Have you ever considered that any eligible and compatible lady may be put off by this so called girlfriend of yours? Once the word gets out that you're rid of her, you might be surprised at the opportunities for relationships that will come your way.
Lots of men think all they have to do is waggle their eyebrows invitingly and women will be bewitched by them, and that does work a lot of the time, for a while. But once reality sets in, the charm wears off and the two of you are stuck with each other. If you think the woman is a bimbo to begin with, she's only going to get worse, no matter how many elocution lessons you give her.
Don't be rushing into fatherhood either. It's a lot of responsibility, even if you do have a good job. That bimbo you're talking about is just as apt to take the kid and leave. Her lawyer will be sending a bill, a big one that will take all your salary. Bimbos are good at legal stuff. Trust me.
And I've been to Corntown, Iowa. I don't think you're going to find what you're looking for there. This time of year, any guy with a working heater in his car is a hit.
Dear Ms. Aggie, I have a friend *self-conscious cough* who has a difficult time saying "no" when friends and family ask him favors. It's gotten to the point where people expect him to always say "yes", so they've gotten used to him being so agreeable. They rarely, if ever, express their thanks. He feels unappreciated, and yet, when he's asked again to go out of his way for someone, he might hesitate only a little (while he thinks, "Why shoud I, you ungrateful %#@%?") but he always agrees. Then he feels resentful. He considers saying "no", but decides the resentment is easier to deal with than the guilt he'd feel at letting the person down. It's almost an emotional Catch 22 situation.
It's in his nature to help others, but he's feeling the stress of this more acutely now, which I think is due to him fighting his own nature. Other than being a sounding board for him, I'm at a loss as to what else I can do. Any advice you could give me to pass on to him would be greatly appreciated. Just sign me, Befuddled
Dear Befuddled, Ah yes, another person who needs to learn to say NO. I used to be like "your friend" is now. What he needs to do is to stand in front of his bathroom mirror for 10 minutes every day and practice saying NO. Watching himself saying NO in the mirror will teach him to adjust his face so his NO doesn't come over as being mean.

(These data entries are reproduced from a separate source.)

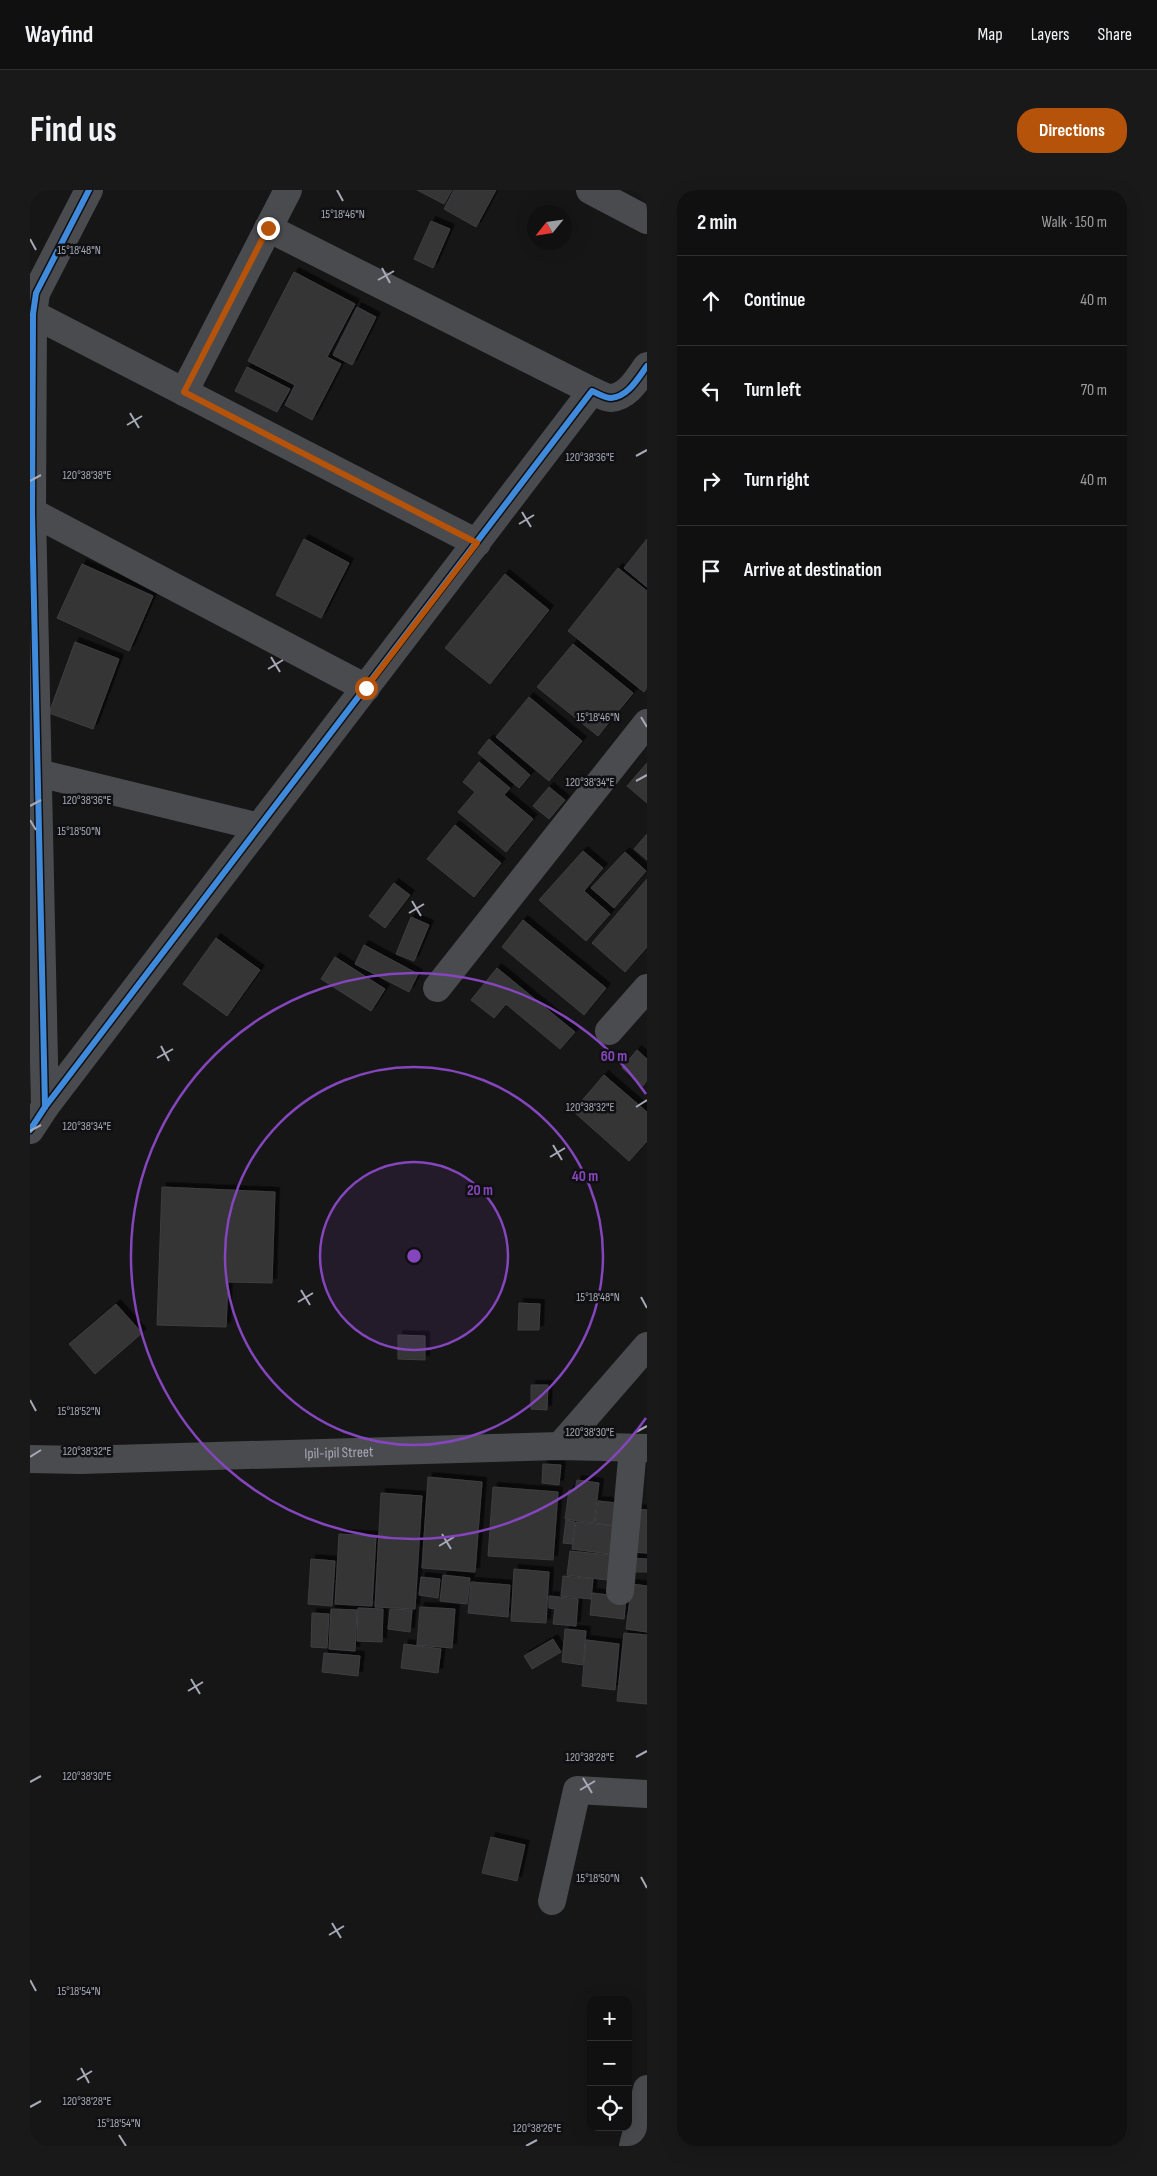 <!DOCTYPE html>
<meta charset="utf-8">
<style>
:root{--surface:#101010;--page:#191919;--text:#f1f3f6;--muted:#9c9d9f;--line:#303030;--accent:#b45309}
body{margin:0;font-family:"Sofia Sans Condensed",sans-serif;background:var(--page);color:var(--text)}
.controls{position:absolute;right:15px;bottom:15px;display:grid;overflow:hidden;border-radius:10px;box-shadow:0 5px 20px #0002}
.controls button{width:45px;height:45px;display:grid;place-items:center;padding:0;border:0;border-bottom:1px solid var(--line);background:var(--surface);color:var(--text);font:25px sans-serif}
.compass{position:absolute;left:497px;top:15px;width:45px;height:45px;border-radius:50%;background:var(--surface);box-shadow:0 5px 20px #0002;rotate:240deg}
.stop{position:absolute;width:15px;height:15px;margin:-11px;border:4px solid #b45309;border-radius:50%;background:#fff}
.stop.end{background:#b45309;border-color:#fff;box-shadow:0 1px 5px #0008}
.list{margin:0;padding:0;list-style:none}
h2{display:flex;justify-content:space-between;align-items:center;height:65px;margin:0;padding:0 20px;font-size:21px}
h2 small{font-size:16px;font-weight:400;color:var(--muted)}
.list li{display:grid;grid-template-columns:32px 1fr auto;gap:15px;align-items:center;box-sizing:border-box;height:90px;padding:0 20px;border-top:1px solid var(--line)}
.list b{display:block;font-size:19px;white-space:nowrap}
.list em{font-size:16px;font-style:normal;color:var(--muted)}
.icon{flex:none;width:28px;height:28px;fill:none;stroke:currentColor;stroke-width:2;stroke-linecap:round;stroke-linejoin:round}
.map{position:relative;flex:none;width:617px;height:1956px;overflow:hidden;border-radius:20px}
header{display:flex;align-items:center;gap:30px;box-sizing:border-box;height:70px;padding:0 25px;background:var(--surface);border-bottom:1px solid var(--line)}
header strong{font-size:24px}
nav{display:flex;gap:28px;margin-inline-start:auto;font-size:18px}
.intro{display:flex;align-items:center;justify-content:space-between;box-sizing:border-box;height:120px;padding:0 30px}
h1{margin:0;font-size:35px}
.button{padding:12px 22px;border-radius:20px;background:var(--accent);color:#fff;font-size:18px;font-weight:700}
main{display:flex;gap:30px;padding:0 30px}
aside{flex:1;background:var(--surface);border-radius:20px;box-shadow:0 5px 20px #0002}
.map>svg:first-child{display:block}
</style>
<header>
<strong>Wayfind</strong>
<nav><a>Map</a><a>Layers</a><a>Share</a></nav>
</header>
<div class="intro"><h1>Find us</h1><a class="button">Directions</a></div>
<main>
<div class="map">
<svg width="617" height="1956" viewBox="0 0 617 1956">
<defs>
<filter id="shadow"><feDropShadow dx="4.5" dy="-4.5" stdDeviation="0" flood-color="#0009"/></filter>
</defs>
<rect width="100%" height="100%" fill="#161616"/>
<g fill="#343435" stroke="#3e3f42" filter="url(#shadow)">
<path d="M 387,0 L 422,0 L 414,14 Z"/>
<path d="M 424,0 L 466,0 L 446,37 L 414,19 Z"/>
<path d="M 401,31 L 420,39 L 403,78 L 384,69 Z"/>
<path d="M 264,82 L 325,114 L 297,167 L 311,174 L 282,230 L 255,215 L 265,195 L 218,171 Z"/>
<path d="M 327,117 L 346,127 L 322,175 L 303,165 Z"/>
<path d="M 217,177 L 260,199 L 247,222 L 205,201 Z"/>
<path d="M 274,349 L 319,373 L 291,428 L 246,405 Z"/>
<path d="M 617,349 L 617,397 L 594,378 Z"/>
<path d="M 52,374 L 123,406 L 99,461 L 27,428 Z"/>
<path d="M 588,378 L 617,401 L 617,497 L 614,502 L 538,441 Z"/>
<path d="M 475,384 L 519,420 L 460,494 L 415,458 Z"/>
<path d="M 45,452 L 89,469 L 63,539 L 19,523 Z"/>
<path d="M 543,454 L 603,503 L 568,546 L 507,497 Z"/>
<path d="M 499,507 L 552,551 L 519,591 L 466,547 Z"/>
<path d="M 459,549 L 500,585 L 489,598 L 448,563 Z"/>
<path d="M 449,572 L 480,598 L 474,605 L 503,629 L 476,662 L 428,622 L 445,602 L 433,592 Z"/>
<path d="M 617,573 L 617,613 L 597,596 Z"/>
<path d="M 519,597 L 535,610 L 519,629 L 503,616 Z"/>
<path d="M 425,635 L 471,673 L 444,707 L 397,669 Z"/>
<path d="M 617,644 L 617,670 L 604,659 Z"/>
<path d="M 553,661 L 573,678 L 554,701 L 580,724 L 556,751 L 509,710 Z"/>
<path d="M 595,662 L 616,681 L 584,718 L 561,698 Z"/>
<path d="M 617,689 L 617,757 L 595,782 L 562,753 Z"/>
<path d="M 364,693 L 380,705 L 355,738 L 339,726 Z"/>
<path d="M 381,727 L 399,735 L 384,771 L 366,764 Z"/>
<path d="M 493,730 L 576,798 L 554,825 L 472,757 Z"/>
<path d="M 186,748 L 230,780 L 197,826 L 153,794 Z"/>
<path d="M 334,755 L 388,784 L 379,802 L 325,774 Z"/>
<path d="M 305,767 L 355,799 L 341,821 L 291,789 Z"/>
<path d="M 467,778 L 545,842 L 530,859 L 476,814 L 464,828 L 441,810 Z"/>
<path d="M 607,860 L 617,869 L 617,890 L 613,896 L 592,878 Z"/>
<path d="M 574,885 L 617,922 L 617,951 L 599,971 L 543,921 Z"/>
<path d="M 132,997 L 245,1002 L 242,1093 L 198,1092 L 196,1137 L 127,1135 Z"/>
<path d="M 489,1113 L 510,1114 L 509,1140 L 488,1140 Z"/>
<path d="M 86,1114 L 112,1143 L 65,1184 L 39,1154 Z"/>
<path d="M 368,1145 L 395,1146 L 395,1170 L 368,1169 Z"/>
<path d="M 501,1195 L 518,1195 L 517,1220 L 501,1219 Z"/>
<path d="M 513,1274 L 531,1275 L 529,1295 L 512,1293 Z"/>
<path d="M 398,1287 L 452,1292 L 445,1382 L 392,1378 Z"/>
<path d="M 547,1290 L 569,1293 L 564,1333 L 535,1329 L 539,1300 L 545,1301 Z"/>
<path d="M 463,1297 L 528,1302 L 523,1370 L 458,1366 Z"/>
<path d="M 351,1303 L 392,1306 L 385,1419 L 345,1417 Z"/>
<path d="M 568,1311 L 587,1313 L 584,1336 L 565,1333 Z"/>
<path d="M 607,1319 L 617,1320 L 617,1363 L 602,1362 Z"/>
<path d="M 536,1330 L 545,1332 L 542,1354 L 533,1353 Z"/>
<path d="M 546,1332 L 583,1336 L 580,1364 L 542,1359 Z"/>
<path d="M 309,1344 L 346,1346 L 342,1416 L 305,1414 Z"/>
<path d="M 540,1361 L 580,1365 L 577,1390 L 537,1385 Z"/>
<path d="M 601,1368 L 617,1369 L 617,1382 L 600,1382 Z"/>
<path d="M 281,1369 L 305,1371 L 302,1416 L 278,1414 Z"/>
<path d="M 484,1379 L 519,1382 L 516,1433 L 481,1431 Z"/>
<path d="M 413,1385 L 440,1388 L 437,1414 L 410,1411 Z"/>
<path d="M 533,1386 L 563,1389 L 561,1409 L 531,1406 Z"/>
<path d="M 391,1387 L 410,1389 L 408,1408 L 389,1405 Z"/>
<path d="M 441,1392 L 480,1395 L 478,1427 L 438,1423 Z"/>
<path d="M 602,1394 L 617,1396 L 617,1442 L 596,1439 Z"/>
<path d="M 562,1403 L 596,1407 L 594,1429 L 560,1425 Z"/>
<path d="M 519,1406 L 548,1409 L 546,1436 L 523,1434 L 525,1419 L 519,1418 Z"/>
<path d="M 390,1417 L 425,1419 L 422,1458 L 387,1455 Z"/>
<path d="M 328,1418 L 353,1419 L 352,1452 L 327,1451 Z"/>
<path d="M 301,1419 L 327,1420 L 325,1461 L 299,1459 Z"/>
<path d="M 360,1419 L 382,1420 L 380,1442 L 358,1439 Z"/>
<path d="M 282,1423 L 299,1424 L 297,1458 L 281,1457 Z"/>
<path d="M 535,1439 L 556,1441 L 553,1475 L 532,1472 Z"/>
<path d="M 594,1443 L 617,1445 L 617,1514 L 587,1511 Z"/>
<path d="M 523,1449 L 531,1462 L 502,1479 L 494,1466 Z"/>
<path d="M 556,1450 L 589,1454 L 585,1500 L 552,1496 Z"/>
<path d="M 374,1454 L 411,1459 L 408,1483 L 371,1478 Z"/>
<path d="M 294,1463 L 330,1466 L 328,1486 L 292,1482 Z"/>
<path d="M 461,1647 L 495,1655 L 487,1691 L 452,1683 Z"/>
</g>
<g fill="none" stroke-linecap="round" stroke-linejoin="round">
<g stroke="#4a4b4f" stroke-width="28">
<path d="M 560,0 L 617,30"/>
<path d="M 238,38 L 562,201"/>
<path d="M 3,124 L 447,353"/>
<path d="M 154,202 L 258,0"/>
<path d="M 2,322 L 336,498"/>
<path d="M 8,583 L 229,637"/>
<path d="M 407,798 L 617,533"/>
<path d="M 579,841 L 617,798"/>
<path d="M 15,917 L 2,322 L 3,124 L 6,103 L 59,0"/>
<path d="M 0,940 L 15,917 L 562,201 C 567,203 575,208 581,208 C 598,207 608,188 617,176"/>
<path d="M 530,1256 L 617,1156"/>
<path id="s1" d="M 0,1269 L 50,1270 L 530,1256 L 617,1258"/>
<path d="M 590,1401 L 603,1258"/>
<path d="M 522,1711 L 547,1600 L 617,1604"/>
<path d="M 603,1956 L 617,1899"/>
</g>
<defs>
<g id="cycleway">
<path d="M 15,917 L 2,322 L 3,124 L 6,103 L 59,0"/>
<path d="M 0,940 L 15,917 L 562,201 C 567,203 575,208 581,208 C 598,207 608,188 617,176"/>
</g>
</defs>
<use href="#cycleway" stroke="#101012" stroke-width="9"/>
<use href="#cycleway" stroke="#408adc" stroke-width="6"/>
</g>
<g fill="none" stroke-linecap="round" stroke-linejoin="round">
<path stroke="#b45309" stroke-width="6" d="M 238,38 L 154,202 L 447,353 L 336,498"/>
</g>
<path fill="none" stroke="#a6a9b7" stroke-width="2" d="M 307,0 L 313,11M 0,49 L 6,60M 352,78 L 360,93M 348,90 L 364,81M 100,223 L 109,238M 97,235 L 112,226M 606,266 L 617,260M 0,291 L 11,285M 492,322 L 501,337M 489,334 L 504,325M 241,467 L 250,482M 238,479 L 253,470M 611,527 L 617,537M 606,591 L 617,585M 0,616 L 11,610M 0,630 L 6,640M 382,711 L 391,726M 379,723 L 394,714M 131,856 L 139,871M 127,868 L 143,859M 606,917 L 617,910M 0,941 L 11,935M 523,955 L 532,970M 520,967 L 535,958M 271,1100 L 280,1115M 611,1107 L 617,1118M 268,1112 L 283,1103M 0,1210 L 6,1221M 606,1242 L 617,1236M 0,1267 L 11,1260M 412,1344 L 421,1359M 409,1356 L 424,1347M 161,1489 L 170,1504M 158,1501 L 173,1492M 606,1567 L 617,1561M 553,1588 L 562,1603M 0,1592 L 11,1586M 550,1600 L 565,1591M 611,1687 L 617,1698M 302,1733 L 311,1748M 299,1745 L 314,1736M 0,1790 L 6,1801M 51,1878 L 59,1893M 47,1890 L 62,1881M 0,1917 L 11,1911M 89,1945 L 96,1956M 496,1956 L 507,1950"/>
<circle cx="384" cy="1066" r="94" fill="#8445bd" fill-opacity=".12"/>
<g fill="none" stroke="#8445bd" stroke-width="2.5">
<circle cx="384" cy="1066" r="94"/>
<circle cx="384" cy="1066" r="189"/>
<path d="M616 1228A283 283 0 1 1 616 904"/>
</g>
<g text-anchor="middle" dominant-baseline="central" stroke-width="5" stroke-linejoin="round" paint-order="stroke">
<g font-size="15" fill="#a6a9b7" stroke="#101012">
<text stroke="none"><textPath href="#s1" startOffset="309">Ipil-ipil Street</textPath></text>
</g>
</g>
<g font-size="12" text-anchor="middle" fill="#a6a9b7" stroke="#101012" stroke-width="5" stroke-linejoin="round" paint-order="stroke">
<text x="313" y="28">15°18'46"N</text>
<text x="49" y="64">15°18'48"N</text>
<text x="560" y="271">120°38'36"E</text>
<text x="57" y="289">120°38'38"E</text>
<text x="568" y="531">15°18'46"N</text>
<text x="560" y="596">120°38'34"E</text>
<text x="57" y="614">120°38'36"E</text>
<text x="49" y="645">15°18'50"N</text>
<text x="560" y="921">120°38'32"E</text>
<text x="57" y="940">120°38'34"E</text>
<text x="568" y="1111">15°18'48"N</text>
<text x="49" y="1225">15°18'52"N</text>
<text x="560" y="1246">120°38'30"E</text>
<text x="57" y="1265">120°38'32"E</text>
<text x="560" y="1571">120°38'28"E</text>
<text x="57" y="1590">120°38'30"E</text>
<text x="568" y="1692">15°18'50"N</text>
<text x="49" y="1805">15°18'54"N</text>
<text x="57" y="1915">120°38'28"E</text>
<text x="89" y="1937">15°18'54"N</text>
<text x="507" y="1942">120°38'26"E</text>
</g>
<circle cx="384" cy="1066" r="8" fill="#8445bd" stroke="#101012" stroke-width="2.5"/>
<g font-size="15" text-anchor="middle" font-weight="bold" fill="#8445bd" stroke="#101012" stroke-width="5" stroke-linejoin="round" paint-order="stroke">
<text x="584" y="871">60 m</text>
<text x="555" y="991">40 m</text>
<text x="450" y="1005">20 m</text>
</g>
</svg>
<div class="controls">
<button>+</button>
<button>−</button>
<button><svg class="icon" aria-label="locate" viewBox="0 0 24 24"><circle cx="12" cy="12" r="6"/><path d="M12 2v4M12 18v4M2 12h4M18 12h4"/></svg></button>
</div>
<svg class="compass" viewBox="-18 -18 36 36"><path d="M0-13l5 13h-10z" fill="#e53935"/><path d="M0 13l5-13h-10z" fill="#9c9d9f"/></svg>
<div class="stop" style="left:336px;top:498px"></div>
<div class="stop end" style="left:238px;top:38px"></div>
</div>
<aside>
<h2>2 min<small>Walk · 150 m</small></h2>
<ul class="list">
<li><svg class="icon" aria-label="ahead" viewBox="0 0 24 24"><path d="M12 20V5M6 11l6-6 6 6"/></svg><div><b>Continue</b></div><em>40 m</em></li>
<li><svg class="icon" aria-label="left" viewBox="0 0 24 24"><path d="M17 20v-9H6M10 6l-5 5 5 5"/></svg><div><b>Turn left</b></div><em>70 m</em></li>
<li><svg class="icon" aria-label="right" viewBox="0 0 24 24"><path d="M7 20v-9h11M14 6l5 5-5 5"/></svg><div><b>Turn right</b></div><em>40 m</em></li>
<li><svg class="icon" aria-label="arrive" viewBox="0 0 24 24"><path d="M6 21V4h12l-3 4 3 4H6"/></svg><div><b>Arrive at destination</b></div></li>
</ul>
</aside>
</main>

Then he needs to go find some of these people that keep hitting him up for favors and ask one of each of them. It wouldn't have to be anything big, just enough to see if they'll come forth. If they do, good for them. Then your friend might not feel so resentful when he does them another good turn. If they don't, then there's no need for him to feel guilty when he says the magic NO he's been practicing, is there?
Dear Miss Aggie, According to mee friends (all two of them) I is fat and hairy. I maintain I is merely furry, and well built. How can I improve mee image and convince em all that I am sexy and devastating? Howlin Disaster
Dear Disaster, You don't need to be convincing your two current friends that you're a highly desirable creature. You need to get yourself some new friends who will appreciate your finer qualities. Of course, if you're really too fat and hairy, you could always eat less and buy a razor. So get out, make the rounds, buy everyone a drink. You know what they always say. There's someone for everyone!